**Problem to solve**
Every line in the data below that includes "strokeStyle" belongs in the answer, copied as it stands.

= = = = =

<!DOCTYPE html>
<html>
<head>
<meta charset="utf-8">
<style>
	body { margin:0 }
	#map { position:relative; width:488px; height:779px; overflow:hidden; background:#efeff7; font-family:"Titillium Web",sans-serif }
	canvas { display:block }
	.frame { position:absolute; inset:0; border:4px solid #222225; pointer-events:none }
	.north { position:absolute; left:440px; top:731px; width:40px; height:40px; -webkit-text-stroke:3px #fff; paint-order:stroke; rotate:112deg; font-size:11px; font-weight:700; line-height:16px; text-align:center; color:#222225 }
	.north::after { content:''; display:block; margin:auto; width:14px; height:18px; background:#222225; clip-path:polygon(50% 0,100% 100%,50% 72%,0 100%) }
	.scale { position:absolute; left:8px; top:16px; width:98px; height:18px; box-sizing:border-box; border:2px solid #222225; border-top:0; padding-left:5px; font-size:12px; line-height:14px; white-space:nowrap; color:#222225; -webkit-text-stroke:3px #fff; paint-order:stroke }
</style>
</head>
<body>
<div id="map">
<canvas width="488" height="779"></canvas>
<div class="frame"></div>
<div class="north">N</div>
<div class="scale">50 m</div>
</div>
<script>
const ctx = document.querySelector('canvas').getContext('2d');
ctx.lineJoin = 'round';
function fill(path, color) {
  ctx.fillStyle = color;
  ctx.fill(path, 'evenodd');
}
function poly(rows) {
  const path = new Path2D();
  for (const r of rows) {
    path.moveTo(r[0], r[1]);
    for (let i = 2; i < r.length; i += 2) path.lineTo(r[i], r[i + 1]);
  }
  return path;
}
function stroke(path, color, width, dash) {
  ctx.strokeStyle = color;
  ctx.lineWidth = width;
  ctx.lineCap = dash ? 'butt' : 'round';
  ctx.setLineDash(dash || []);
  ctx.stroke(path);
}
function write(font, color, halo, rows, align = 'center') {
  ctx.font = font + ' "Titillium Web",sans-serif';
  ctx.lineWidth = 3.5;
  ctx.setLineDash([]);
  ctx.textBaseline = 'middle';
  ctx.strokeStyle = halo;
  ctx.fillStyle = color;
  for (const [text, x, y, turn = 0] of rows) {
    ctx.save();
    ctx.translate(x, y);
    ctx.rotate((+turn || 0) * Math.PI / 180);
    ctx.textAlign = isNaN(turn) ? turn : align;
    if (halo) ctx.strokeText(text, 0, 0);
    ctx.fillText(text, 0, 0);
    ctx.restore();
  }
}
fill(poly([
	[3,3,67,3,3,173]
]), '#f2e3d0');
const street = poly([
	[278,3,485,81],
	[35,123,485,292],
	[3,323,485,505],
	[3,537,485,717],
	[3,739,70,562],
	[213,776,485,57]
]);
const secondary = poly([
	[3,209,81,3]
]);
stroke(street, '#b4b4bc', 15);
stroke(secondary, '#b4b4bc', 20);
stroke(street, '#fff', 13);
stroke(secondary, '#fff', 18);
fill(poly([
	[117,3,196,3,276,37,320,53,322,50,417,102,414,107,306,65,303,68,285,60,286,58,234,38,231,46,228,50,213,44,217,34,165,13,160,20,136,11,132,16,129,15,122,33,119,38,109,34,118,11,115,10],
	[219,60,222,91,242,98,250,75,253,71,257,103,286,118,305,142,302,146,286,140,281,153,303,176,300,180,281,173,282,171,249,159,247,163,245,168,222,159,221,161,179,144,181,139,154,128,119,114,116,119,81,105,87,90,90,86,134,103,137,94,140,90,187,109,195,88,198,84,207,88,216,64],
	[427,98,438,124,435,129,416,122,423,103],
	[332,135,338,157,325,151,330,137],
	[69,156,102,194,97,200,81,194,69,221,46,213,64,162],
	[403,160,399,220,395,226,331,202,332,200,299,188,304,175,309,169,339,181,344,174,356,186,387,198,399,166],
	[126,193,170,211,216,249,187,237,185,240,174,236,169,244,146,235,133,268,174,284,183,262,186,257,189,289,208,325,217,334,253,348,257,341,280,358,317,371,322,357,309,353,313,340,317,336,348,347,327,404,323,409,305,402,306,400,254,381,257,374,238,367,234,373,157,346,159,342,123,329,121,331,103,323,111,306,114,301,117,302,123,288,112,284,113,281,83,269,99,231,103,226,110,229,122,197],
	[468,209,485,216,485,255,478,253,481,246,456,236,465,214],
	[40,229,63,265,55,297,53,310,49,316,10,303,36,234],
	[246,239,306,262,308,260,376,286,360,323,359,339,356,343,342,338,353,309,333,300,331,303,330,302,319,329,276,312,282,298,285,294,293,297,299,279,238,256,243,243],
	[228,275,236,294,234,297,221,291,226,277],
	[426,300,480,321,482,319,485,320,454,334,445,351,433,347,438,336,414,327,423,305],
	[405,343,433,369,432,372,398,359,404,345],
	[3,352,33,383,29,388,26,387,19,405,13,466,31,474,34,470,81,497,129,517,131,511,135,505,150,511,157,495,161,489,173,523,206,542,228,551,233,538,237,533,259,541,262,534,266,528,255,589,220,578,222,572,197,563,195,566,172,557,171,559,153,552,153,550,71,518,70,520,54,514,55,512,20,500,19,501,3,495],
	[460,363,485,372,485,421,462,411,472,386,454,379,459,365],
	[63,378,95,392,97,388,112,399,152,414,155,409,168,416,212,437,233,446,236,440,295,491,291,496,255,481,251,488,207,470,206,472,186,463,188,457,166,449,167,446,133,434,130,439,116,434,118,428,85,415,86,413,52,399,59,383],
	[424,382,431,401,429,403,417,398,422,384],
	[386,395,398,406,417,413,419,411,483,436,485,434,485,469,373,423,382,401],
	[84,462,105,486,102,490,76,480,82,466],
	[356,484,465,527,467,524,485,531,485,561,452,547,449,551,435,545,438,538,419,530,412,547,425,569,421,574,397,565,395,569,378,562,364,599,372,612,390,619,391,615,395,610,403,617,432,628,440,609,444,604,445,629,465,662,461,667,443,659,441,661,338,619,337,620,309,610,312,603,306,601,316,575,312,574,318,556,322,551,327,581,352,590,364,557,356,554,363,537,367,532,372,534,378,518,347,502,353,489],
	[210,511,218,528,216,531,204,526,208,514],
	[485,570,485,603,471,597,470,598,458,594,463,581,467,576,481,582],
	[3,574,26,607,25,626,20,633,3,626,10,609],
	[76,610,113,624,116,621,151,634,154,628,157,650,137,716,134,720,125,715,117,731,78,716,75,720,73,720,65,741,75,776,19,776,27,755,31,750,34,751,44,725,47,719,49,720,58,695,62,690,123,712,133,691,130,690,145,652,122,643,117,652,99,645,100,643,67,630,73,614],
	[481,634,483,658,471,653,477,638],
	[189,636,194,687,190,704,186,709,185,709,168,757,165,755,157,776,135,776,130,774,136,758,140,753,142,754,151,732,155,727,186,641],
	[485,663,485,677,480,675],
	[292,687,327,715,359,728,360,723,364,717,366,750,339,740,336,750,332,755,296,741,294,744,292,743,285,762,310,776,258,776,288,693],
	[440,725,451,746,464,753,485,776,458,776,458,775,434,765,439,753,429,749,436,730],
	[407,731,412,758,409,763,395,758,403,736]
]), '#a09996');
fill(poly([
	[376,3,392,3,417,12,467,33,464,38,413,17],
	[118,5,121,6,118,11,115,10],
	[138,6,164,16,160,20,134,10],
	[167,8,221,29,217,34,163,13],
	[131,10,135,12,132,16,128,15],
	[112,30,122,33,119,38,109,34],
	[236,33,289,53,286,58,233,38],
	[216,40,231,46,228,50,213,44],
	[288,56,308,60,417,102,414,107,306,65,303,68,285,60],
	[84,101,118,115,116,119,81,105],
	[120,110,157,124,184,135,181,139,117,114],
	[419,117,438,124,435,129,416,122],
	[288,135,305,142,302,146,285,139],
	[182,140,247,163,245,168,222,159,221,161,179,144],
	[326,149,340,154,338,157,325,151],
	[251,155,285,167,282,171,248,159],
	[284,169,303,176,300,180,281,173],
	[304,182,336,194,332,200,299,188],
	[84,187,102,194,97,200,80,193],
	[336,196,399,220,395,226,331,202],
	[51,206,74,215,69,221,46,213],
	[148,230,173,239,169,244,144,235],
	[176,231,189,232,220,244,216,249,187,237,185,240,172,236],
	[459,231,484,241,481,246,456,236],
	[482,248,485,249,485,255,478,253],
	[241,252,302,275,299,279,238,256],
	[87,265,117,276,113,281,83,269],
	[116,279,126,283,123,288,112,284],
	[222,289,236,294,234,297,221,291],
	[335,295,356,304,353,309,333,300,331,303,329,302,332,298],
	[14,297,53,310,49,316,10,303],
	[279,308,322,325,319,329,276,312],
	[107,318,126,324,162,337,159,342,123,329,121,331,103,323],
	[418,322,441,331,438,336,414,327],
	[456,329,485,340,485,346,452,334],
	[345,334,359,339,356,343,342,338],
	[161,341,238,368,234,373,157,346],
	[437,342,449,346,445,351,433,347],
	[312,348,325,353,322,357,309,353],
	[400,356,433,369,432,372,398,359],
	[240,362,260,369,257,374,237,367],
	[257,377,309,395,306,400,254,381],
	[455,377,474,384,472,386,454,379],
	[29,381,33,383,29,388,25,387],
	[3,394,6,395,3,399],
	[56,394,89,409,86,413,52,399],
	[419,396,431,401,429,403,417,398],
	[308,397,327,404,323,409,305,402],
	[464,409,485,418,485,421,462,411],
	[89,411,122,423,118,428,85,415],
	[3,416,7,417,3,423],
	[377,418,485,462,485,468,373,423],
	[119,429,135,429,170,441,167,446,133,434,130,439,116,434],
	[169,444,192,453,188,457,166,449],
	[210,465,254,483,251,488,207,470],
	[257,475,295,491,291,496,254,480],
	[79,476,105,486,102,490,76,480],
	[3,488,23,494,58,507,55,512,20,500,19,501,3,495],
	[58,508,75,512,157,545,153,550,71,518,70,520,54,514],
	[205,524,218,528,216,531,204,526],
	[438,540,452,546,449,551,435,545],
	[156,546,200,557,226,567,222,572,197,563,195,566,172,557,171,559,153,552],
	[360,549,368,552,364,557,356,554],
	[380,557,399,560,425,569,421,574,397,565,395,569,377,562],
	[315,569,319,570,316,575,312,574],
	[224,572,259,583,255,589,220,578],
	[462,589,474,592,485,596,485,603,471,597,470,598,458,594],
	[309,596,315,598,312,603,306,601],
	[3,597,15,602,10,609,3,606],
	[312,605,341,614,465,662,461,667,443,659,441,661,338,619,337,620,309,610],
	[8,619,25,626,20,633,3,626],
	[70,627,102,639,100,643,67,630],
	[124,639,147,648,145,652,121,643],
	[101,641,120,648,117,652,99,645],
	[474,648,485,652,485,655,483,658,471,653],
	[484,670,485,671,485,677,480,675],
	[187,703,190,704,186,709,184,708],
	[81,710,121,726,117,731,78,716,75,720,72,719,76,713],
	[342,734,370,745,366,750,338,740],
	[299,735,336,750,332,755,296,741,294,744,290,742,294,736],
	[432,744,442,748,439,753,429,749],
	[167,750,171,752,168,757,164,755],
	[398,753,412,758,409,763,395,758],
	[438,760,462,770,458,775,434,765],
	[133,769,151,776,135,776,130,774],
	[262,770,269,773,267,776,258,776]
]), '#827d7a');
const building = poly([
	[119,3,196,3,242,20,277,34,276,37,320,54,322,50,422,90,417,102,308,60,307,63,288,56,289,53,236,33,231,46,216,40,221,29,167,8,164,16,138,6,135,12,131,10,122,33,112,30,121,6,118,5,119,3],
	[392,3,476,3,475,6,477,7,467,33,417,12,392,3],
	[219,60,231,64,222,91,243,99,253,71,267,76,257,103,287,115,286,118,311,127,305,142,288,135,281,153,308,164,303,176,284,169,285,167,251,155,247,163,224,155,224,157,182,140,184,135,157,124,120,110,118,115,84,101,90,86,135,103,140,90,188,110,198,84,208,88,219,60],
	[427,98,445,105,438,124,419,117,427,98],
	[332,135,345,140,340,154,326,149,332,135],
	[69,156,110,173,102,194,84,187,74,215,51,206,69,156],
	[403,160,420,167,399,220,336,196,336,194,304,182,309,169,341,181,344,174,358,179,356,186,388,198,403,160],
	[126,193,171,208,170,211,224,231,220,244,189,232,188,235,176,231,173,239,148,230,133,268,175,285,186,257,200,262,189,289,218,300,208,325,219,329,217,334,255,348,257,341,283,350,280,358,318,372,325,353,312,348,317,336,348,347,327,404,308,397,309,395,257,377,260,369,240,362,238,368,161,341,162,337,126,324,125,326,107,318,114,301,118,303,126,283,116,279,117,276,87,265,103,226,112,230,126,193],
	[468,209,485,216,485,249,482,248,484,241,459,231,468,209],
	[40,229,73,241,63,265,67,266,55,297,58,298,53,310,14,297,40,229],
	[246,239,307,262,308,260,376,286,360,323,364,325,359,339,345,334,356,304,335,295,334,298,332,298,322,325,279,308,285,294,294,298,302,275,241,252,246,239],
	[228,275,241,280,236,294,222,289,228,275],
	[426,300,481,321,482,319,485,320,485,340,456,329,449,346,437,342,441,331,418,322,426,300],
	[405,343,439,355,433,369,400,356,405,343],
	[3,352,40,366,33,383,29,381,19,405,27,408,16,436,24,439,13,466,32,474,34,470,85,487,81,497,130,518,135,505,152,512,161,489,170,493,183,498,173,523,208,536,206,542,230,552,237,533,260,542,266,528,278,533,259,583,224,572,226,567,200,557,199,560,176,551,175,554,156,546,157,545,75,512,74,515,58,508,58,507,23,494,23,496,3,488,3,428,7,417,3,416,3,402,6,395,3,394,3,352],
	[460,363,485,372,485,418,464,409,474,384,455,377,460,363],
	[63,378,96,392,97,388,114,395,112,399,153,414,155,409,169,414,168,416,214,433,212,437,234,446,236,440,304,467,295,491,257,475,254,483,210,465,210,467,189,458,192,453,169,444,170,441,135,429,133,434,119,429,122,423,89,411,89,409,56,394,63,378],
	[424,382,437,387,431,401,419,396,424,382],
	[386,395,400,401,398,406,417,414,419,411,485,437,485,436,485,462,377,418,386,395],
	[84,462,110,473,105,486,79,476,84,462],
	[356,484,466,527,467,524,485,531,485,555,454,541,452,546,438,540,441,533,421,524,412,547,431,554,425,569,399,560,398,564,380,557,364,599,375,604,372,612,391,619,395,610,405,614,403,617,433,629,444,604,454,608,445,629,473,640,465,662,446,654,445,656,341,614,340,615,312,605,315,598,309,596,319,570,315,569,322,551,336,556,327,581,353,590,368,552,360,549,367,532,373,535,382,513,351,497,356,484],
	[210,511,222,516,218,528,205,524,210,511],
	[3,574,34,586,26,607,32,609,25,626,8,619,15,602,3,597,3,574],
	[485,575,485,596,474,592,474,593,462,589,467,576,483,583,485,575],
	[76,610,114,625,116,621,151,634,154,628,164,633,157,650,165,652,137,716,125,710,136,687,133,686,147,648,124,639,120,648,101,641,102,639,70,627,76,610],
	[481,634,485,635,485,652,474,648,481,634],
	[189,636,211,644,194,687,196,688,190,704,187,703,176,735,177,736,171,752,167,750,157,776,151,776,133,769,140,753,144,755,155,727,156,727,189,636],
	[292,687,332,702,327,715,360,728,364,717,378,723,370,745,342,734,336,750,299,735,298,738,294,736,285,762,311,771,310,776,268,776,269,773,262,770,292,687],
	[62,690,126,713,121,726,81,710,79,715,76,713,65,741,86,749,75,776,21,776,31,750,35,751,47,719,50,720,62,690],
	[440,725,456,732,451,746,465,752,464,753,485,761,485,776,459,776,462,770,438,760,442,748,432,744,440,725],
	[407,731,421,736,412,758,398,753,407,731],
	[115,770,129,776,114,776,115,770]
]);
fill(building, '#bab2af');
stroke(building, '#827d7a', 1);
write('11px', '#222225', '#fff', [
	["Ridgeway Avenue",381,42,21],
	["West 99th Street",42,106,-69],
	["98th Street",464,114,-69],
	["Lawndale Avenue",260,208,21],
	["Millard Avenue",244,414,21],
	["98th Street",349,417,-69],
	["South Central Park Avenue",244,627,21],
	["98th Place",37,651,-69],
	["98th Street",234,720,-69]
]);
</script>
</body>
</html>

= = = = =

**Finished task**
  ctx.strokeStyle = color;
  ctx.strokeStyle = halo;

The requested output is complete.